The impact of wasteful health spending on low-value care is also important in the context of sustainability. While most of the climate change effects of glaucoma care are emissions from patient and staff transport [49], there is a major contribution to ophthalmology emissions from the production and supply of single use disposables [50]. While the embedded emissions in the production and supply of tonometer tips are not publicly available, single-use tips certainly represent a large volume of plastic waste [28, 29].

Conclusions

Disinfecting tonometer tips is clearly an important step in eye clinic care, but there is minimal morbidity caused by low-quality disinfection (dirty tonometry). Nosocomial eye infections do occur, but the only infection transmitted in eye clinics is EKC. Serious corneal infections, or systemic infections, which might lead to the loss of a QALY, have never been demonstrated to occur from tonometry despite billions of examinations. Therefore, the trade-offs between the time and costs of disinfection methods and the small differences in EKC risk are stark. Health systems cannot justify increased expenditure on interventions that do not save QALYs, and the cheapest, fastest method of alcohol wiping is clearly the justifiably sustainable choice.
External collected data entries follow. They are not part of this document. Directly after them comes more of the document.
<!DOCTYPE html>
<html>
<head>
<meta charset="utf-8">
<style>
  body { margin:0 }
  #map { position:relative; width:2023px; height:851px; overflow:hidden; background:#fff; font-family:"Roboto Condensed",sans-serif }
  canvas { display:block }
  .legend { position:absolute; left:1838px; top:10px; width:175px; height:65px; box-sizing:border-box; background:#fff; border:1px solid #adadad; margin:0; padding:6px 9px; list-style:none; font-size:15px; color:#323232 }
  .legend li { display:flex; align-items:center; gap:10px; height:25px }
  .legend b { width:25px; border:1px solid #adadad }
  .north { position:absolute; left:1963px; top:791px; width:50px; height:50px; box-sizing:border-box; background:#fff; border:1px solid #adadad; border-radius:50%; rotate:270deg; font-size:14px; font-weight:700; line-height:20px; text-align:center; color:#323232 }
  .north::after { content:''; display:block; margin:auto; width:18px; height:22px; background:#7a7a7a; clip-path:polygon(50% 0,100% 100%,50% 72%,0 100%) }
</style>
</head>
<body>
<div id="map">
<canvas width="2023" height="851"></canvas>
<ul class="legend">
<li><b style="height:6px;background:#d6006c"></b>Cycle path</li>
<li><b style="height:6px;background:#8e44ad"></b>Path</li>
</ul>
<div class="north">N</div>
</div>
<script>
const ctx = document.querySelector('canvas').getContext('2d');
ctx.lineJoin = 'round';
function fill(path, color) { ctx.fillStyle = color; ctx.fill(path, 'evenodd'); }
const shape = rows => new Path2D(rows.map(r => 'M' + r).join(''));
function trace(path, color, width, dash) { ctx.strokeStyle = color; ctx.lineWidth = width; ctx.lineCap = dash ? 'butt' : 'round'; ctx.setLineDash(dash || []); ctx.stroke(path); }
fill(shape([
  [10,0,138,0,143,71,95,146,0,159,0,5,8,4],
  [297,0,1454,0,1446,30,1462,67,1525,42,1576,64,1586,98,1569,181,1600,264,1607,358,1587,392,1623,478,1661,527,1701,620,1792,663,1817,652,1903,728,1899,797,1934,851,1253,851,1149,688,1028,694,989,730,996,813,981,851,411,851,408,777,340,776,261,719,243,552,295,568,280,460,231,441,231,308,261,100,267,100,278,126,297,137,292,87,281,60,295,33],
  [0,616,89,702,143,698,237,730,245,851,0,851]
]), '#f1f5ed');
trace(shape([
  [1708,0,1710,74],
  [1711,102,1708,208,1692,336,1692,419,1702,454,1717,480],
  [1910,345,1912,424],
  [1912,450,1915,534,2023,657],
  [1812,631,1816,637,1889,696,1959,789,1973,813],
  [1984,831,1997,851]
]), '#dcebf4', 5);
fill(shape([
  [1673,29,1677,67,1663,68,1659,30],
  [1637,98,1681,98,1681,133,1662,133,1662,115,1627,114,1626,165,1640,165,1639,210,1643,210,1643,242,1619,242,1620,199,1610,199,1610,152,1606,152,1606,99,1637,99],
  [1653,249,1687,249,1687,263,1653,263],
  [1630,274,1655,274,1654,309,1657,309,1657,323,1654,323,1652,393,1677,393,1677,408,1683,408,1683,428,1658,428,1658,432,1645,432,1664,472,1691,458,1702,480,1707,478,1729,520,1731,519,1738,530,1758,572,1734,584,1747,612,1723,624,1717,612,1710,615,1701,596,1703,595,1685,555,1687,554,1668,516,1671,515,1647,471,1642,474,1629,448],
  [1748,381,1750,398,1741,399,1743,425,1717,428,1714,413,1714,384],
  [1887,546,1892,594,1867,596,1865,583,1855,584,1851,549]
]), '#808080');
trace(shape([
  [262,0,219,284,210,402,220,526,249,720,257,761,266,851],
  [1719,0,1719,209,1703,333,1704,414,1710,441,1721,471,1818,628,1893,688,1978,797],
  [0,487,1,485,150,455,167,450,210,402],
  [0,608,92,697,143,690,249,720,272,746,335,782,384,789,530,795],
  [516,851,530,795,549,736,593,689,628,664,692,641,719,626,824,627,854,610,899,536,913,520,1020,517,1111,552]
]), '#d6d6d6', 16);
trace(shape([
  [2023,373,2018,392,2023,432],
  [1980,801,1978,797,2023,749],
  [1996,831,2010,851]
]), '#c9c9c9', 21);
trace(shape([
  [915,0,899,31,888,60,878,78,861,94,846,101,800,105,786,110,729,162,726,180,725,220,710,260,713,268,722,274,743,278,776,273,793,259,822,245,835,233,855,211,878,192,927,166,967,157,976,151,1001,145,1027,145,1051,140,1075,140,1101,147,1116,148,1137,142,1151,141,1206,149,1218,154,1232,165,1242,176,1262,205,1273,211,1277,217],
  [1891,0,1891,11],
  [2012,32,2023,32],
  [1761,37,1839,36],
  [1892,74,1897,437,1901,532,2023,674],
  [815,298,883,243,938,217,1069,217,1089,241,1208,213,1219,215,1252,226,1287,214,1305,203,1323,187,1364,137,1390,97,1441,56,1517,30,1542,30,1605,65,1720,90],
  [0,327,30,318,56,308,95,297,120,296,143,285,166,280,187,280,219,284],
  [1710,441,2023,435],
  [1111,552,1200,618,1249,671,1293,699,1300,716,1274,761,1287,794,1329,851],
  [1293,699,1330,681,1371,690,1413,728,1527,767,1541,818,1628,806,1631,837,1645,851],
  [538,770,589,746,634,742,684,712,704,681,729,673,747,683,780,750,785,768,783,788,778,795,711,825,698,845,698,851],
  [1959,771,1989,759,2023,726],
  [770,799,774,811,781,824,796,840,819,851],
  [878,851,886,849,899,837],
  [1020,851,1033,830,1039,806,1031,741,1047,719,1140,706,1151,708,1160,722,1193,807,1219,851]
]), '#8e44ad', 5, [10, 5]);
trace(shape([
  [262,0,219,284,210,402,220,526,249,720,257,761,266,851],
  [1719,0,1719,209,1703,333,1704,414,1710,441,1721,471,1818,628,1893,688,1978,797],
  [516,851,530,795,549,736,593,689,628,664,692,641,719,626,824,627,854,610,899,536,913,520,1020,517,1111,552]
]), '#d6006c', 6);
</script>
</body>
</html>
Our review of the data highlighted that material compatibility is the primary concern of tonometer tip manufacturers in their disinfection guidance, and the data on microbiological effectiveness and cost effectiveness are lacking. Disinfection with alcohol, although possibly leading to accelerated degradation of the tip, is justified by the savings of time and money in the resource-constrained health system.